Both actor and bona fide Hollywood star, Mark Ruffalo has made a surprising directorial debut with Sympathy For Delicious, a bold fable about religion and rock & roll, betrayal and friendship.

CHRISTOPHER THORNTON IN SYMPATHY FOR DELICIOUS.

While business how-to books will caution, “Never work with your friends,” for most in the film business maintaining friendships is key to both initial success and long-term survival. But of course, in movies, friendships can take many forms. There are friends, “friends,” frenemies and, most commonly, relationships, and usually a director relies on some of each for a film. But, both onscreen and behind the camera, friendships can be explored in deeper ways too. For Mark Ruffalo, a long-running friendship with actor and screenwriter Christopher Thornton provided both the impetus as well as, in some respects, the subject matter for his own directorial debut, Sympathy for Delicious.
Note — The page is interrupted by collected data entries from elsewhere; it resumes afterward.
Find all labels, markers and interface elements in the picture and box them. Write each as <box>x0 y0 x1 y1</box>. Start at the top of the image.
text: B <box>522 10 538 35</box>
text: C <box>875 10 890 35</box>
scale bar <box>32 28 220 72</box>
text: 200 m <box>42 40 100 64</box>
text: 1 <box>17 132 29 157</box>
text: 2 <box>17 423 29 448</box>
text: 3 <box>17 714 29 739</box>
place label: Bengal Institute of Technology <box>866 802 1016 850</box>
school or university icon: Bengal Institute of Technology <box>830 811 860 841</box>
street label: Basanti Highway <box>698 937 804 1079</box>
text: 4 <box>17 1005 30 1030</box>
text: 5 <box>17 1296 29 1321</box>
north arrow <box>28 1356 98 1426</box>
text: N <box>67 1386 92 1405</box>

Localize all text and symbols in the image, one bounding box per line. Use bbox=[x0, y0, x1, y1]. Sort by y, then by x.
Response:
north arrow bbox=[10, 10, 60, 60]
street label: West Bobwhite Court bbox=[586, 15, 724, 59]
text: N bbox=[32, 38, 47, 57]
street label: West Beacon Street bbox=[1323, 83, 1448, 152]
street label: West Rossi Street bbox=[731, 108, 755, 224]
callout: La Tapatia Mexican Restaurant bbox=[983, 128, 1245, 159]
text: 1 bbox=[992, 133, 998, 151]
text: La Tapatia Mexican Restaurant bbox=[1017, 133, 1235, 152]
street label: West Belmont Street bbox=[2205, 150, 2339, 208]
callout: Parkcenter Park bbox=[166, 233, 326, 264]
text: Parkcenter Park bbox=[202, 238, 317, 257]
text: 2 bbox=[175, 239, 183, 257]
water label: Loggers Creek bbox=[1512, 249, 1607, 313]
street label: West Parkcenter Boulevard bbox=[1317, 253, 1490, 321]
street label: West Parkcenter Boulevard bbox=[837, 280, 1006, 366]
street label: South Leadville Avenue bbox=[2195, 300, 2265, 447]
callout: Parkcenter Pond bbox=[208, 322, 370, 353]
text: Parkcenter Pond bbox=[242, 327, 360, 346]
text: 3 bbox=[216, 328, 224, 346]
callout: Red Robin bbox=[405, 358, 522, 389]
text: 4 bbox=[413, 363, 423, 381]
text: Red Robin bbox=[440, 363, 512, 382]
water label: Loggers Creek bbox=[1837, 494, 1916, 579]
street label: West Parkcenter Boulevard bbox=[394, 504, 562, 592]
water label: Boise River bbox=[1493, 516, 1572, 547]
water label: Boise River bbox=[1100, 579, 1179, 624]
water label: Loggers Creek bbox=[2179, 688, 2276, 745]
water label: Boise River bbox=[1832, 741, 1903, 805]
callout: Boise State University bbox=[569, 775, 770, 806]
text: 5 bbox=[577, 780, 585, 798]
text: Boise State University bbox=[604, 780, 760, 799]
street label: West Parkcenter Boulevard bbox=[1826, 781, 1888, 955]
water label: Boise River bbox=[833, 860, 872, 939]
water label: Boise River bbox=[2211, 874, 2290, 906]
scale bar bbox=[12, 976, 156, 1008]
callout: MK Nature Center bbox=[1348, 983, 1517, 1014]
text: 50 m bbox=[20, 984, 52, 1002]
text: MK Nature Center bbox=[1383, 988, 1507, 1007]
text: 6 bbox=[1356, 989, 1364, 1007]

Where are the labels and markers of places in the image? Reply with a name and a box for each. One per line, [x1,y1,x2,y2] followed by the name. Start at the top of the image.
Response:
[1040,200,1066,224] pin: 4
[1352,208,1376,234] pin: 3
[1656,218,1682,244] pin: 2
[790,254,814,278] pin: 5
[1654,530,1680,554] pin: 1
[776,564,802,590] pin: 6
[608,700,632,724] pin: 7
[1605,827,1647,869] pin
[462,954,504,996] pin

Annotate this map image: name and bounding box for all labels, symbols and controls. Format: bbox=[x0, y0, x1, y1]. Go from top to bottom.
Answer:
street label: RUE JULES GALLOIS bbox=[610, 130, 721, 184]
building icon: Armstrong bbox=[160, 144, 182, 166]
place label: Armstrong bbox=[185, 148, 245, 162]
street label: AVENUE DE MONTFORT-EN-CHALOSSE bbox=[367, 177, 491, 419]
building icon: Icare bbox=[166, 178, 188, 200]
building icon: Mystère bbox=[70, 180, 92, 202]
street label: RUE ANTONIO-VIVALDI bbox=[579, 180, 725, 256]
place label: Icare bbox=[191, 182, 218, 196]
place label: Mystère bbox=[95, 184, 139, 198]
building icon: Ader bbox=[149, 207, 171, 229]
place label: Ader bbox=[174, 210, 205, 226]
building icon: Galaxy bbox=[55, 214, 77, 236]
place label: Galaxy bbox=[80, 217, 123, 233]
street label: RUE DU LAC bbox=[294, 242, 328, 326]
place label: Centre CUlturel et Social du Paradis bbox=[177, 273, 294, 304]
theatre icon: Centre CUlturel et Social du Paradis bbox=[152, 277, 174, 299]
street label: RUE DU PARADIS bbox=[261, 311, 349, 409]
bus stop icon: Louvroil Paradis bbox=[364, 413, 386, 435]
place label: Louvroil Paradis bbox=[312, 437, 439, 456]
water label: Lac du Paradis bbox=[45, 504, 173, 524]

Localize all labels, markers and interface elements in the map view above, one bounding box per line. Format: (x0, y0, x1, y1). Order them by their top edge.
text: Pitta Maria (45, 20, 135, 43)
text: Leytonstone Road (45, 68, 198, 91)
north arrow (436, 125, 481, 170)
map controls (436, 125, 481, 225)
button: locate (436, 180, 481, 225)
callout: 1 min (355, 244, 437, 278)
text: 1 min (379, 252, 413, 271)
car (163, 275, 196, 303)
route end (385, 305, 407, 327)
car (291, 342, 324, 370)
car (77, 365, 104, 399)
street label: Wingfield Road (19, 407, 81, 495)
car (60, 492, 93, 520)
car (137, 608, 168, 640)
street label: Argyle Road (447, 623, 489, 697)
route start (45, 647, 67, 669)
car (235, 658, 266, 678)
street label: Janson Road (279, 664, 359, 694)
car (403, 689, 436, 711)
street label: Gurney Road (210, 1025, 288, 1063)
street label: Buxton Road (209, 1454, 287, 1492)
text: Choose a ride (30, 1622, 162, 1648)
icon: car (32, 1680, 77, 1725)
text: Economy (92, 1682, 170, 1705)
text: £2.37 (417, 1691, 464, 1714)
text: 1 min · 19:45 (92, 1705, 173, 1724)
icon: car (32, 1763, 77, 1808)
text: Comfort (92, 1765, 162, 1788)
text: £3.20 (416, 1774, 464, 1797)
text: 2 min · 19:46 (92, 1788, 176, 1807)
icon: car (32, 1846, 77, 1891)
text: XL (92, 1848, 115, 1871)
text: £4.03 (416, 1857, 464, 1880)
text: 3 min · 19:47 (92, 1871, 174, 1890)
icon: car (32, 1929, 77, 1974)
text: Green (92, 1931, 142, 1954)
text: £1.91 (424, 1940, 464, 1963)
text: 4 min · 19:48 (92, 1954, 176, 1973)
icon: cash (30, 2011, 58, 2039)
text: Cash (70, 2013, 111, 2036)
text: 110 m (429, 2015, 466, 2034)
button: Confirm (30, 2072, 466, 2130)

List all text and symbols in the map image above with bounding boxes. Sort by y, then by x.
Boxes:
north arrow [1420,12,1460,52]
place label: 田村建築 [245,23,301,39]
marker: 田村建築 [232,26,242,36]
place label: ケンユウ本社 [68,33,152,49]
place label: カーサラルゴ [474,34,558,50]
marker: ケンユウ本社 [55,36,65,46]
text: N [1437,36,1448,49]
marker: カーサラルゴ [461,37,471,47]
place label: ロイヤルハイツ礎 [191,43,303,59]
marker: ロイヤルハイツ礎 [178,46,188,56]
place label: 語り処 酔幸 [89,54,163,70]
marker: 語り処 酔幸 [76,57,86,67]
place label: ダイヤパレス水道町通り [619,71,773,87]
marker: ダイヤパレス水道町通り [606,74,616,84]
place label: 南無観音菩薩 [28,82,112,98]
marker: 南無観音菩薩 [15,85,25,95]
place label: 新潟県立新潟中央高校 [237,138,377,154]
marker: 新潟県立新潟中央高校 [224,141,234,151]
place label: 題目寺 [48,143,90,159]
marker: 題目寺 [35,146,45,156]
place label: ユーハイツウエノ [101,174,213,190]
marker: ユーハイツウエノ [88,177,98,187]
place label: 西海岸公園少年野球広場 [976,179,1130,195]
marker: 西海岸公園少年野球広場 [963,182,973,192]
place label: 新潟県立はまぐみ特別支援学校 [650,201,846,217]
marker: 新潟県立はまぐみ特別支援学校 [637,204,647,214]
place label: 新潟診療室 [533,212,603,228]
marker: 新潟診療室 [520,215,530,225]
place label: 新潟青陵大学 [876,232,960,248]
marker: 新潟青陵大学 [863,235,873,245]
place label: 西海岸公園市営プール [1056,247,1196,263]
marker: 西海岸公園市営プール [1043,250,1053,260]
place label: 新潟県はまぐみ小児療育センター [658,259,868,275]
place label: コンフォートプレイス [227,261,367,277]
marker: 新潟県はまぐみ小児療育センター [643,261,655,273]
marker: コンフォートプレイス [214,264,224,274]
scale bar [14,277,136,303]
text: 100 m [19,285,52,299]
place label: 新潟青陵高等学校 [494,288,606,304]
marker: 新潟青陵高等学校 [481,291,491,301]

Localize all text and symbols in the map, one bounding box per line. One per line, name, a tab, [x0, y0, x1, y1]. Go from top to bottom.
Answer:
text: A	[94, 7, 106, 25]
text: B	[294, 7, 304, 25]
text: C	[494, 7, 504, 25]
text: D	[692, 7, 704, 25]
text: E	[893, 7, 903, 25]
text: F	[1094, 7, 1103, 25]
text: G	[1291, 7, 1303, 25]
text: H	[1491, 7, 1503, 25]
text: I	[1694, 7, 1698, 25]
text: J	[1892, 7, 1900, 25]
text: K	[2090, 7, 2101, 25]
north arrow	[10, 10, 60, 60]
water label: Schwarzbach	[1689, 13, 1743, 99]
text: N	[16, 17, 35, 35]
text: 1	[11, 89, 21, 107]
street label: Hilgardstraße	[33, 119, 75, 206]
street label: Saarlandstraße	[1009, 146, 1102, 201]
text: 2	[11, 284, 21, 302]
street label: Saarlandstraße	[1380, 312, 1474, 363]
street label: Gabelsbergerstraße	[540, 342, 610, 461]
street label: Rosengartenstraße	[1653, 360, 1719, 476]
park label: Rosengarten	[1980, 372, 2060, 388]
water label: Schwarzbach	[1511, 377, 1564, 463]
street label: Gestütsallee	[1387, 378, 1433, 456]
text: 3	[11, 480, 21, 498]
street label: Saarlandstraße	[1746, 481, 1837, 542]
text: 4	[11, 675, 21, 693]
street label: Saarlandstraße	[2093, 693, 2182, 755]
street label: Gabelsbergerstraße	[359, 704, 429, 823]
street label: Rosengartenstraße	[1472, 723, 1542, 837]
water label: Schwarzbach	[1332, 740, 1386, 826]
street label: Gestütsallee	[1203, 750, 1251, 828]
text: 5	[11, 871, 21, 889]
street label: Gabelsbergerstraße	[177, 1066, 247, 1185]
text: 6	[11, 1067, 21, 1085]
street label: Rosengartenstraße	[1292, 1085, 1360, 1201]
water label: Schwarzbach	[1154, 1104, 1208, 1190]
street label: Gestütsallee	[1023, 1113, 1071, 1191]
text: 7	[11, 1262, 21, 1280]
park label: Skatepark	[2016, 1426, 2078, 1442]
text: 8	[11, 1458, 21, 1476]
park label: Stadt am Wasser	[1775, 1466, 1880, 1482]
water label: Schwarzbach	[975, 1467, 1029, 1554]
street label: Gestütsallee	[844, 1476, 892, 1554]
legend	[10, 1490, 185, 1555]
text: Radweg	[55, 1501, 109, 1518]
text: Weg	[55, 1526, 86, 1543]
After he was paralyzed in a climbing accident, actor Christopher Thornton thought he’d never act again. But, as Ruffalo says in the following interview, after Thornton’s physical rehab he and his friends immediately threw the actor into a production of Waiting for Godot as a form of artistic therapy. Taking longer was Sympathy for Delicious, which Thornton wrote based on his own post-accident experiences, exploring the world of faith healing. Thornton is “Delicious,” an underground turntablist who haunts downtown L.A.’s Skid Row. Ruffalo is Father Joe, a pastor struggling to make his parish successful at its mission of housing and feeding the poor. When Delicious suddenly accrues faith healing powers — his hands can cure the afflictions of others, although sadly not his own — he becomes a potential meal ticket to Father Joe but also to a rock star (Orlando Bloom) and manager (Laura Linney), who see his powers as nothing more than show business spectacle.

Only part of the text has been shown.